→ Records for the exercise
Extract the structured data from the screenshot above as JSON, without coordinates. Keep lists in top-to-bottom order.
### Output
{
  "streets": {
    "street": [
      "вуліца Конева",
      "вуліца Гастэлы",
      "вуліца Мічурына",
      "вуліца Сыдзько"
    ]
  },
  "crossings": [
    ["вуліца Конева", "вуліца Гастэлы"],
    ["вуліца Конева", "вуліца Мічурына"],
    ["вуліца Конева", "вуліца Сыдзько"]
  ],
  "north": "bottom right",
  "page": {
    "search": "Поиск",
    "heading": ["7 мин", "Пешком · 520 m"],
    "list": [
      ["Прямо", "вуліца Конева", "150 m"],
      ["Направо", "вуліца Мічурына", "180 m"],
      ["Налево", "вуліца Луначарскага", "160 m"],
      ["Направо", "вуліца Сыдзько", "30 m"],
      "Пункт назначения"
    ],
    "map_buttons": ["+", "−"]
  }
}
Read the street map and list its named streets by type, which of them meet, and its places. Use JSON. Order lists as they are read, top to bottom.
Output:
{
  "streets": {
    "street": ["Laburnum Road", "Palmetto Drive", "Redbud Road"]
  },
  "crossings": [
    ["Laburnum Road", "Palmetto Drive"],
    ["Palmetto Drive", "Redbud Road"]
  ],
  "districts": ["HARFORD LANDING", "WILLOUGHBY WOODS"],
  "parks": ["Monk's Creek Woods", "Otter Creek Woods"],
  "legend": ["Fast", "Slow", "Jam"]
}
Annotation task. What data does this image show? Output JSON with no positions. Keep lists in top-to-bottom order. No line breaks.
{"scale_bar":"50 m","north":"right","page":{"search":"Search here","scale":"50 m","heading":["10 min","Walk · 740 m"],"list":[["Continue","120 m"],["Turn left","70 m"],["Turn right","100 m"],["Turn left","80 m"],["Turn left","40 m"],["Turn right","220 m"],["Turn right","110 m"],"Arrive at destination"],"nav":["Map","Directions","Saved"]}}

→ Problem requirements
The records above should be restated word for word, please.

→ Final answer
Extract the structured data from the screenshot above as JSON, without coordinates. Keep lists in top-to-bottom order.
### Output
{
  "streets": {
    "street": [
      "вуліца Конева",
      "вуліца Гастэлы",
      "вуліца Мічурына",
      "вуліца Сыдзько"
    ]
  },
  "crossings": [
    ["вуліца Конева", "вуліца Гастэлы"],
    ["вуліца Конева", "вуліца Мічурына"],
    ["вуліца Конева", "вуліца Сыдзько"]
  ],
  "north": "bottom right",
  "page": {
    "search": "Поиск",
    "heading": ["7 мин", "Пешком · 520 m"],
    "list": [
      ["Прямо", "вуліца Конева", "150 m"],
      ["Направо", "вуліца Мічурына", "180 m"],
      ["Налево", "вуліца Луначарскага", "160 m"],
      ["Направо", "вуліца Сыдзько", "30 m"],
      "Пункт назначения"
    ],
    "map_buttons": ["+", "−"]
  }
}
Read the street map and list its named streets by type, which of them meet, and its places. Use JSON. Order lists as they are read, top to bottom.
Output:
{
  "streets": {
    "street": ["Laburnum Road", "Palmetto Drive", "Redbud Road"]
  },
  "crossings": [
    ["Laburnum Road", "Palmetto Drive"],
    ["Palmetto Drive", "Redbud Road"]
  ],
  "districts": ["HARFORD LANDING", "WILLOUGHBY WOODS"],
  "parks": ["Monk's Creek Woods", "Otter Creek Woods"],
  "legend": ["Fast", "Slow", "Jam"]
}
Annotation task. What data does this image show? Output JSON with no positions. Keep lists in top-to-bottom order. No line breaks.
{"scale_bar":"50 m","north":"right","page":{"search":"Search here","scale":"50 m","heading":["10 min","Walk · 740 m"],"list":[["Continue","120 m"],["Turn left","70 m"],["Turn right","100 m"],["Turn left","80 m"],["Turn left","40 m"],["Turn right","220 m"],["Turn right","110 m"],"Arrive at destination"],"nav":["Map","Directions","Saved"]}}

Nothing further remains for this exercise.